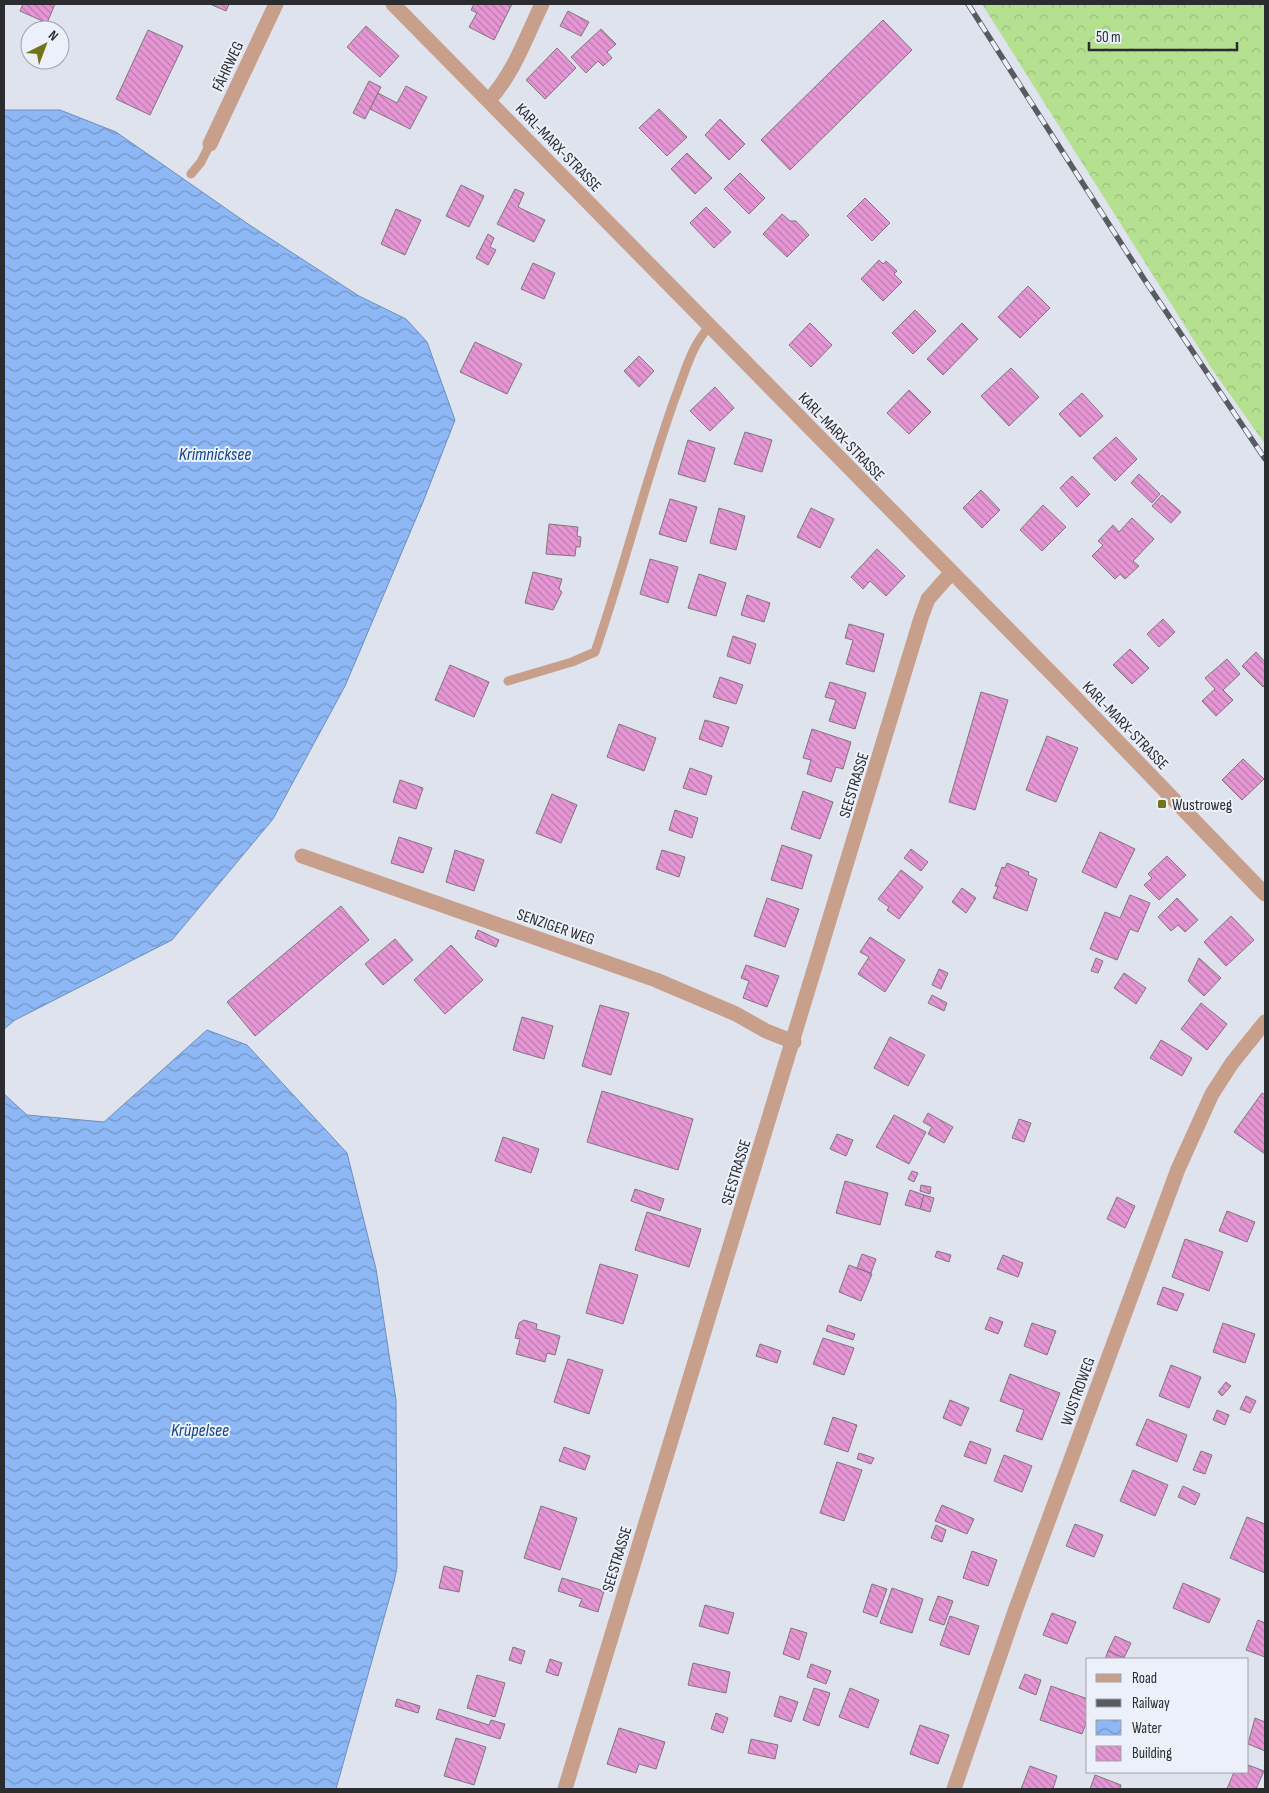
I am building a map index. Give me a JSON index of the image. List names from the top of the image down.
{
  "streets": {
    "street": [
      "FÄHRWEG",
      "KARL-MARX-STRASSE",
      "SEESTRASSE",
      "SENZIGER WEG",
      "WUSTROWEG"
    ]
  },
  "crossings": [
    ["KARL-MARX-STRASSE", "SEESTRASSE"],
    ["SEESTRASSE", "SENZIGER WEG"]
  ],
  "water": ["Krimnicksee", "Krüpelsee"],
  "places": {
    "transit": ["Wustroweg"]
  },
  "legend": [
    "Road",
    "Railway",
    "Water",
    "Building"
  ],
  "scale_bar": "50 m",
  "north": "top right"
}
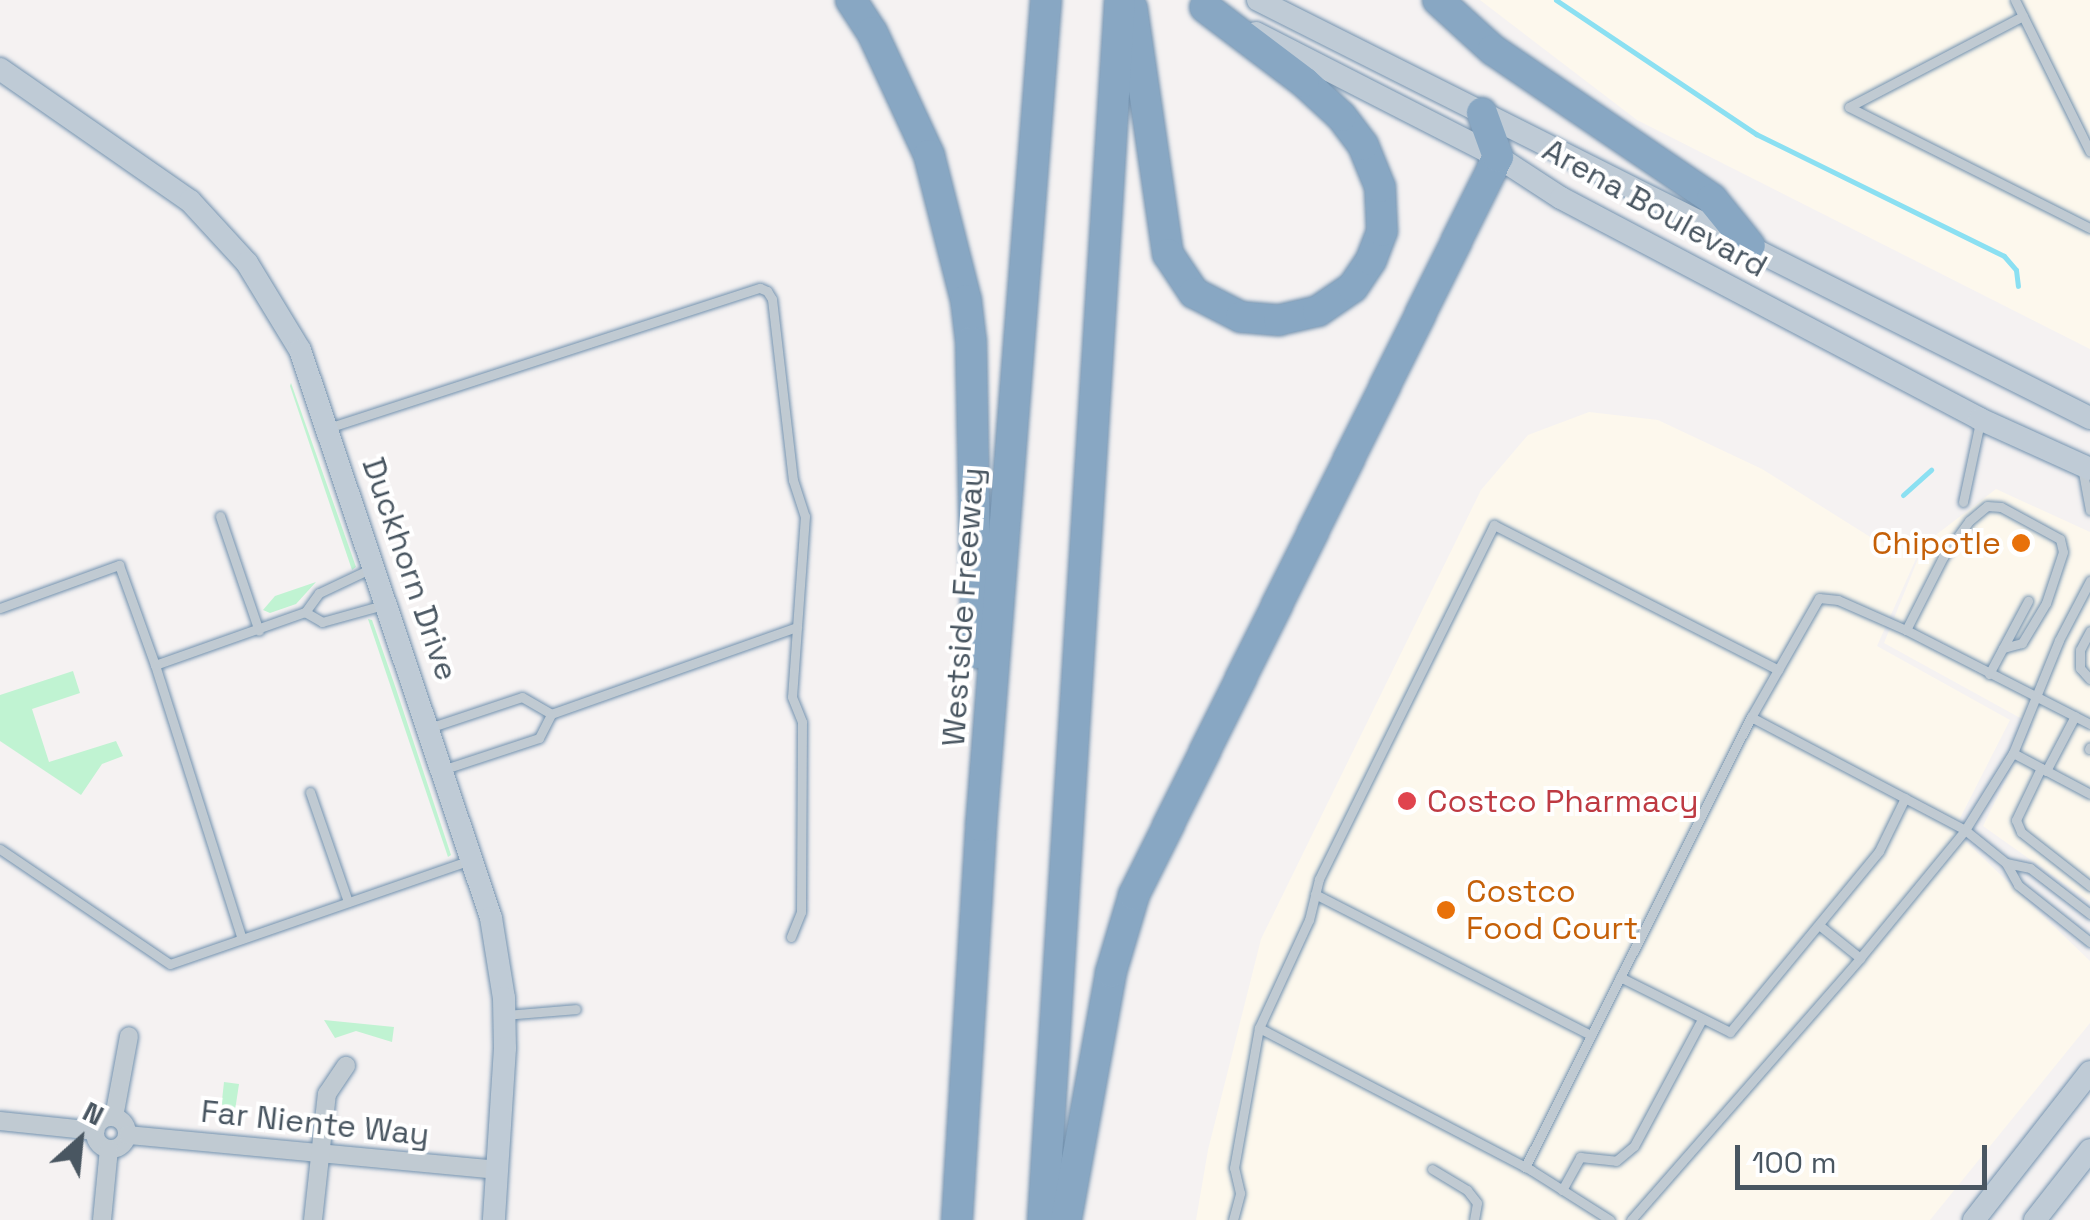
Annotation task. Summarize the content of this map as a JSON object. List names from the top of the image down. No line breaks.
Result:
= = = = =
PROBLEM STATEMENT -
Starting at the line that contains "Annotation task. Summarize", write out every line through the last one in the data above, exactly as it stands.

YOUR SOLUTION -
Annotation task. Summarize the content of this map as a JSON object. List names from the top of the image down. No line breaks.
Result:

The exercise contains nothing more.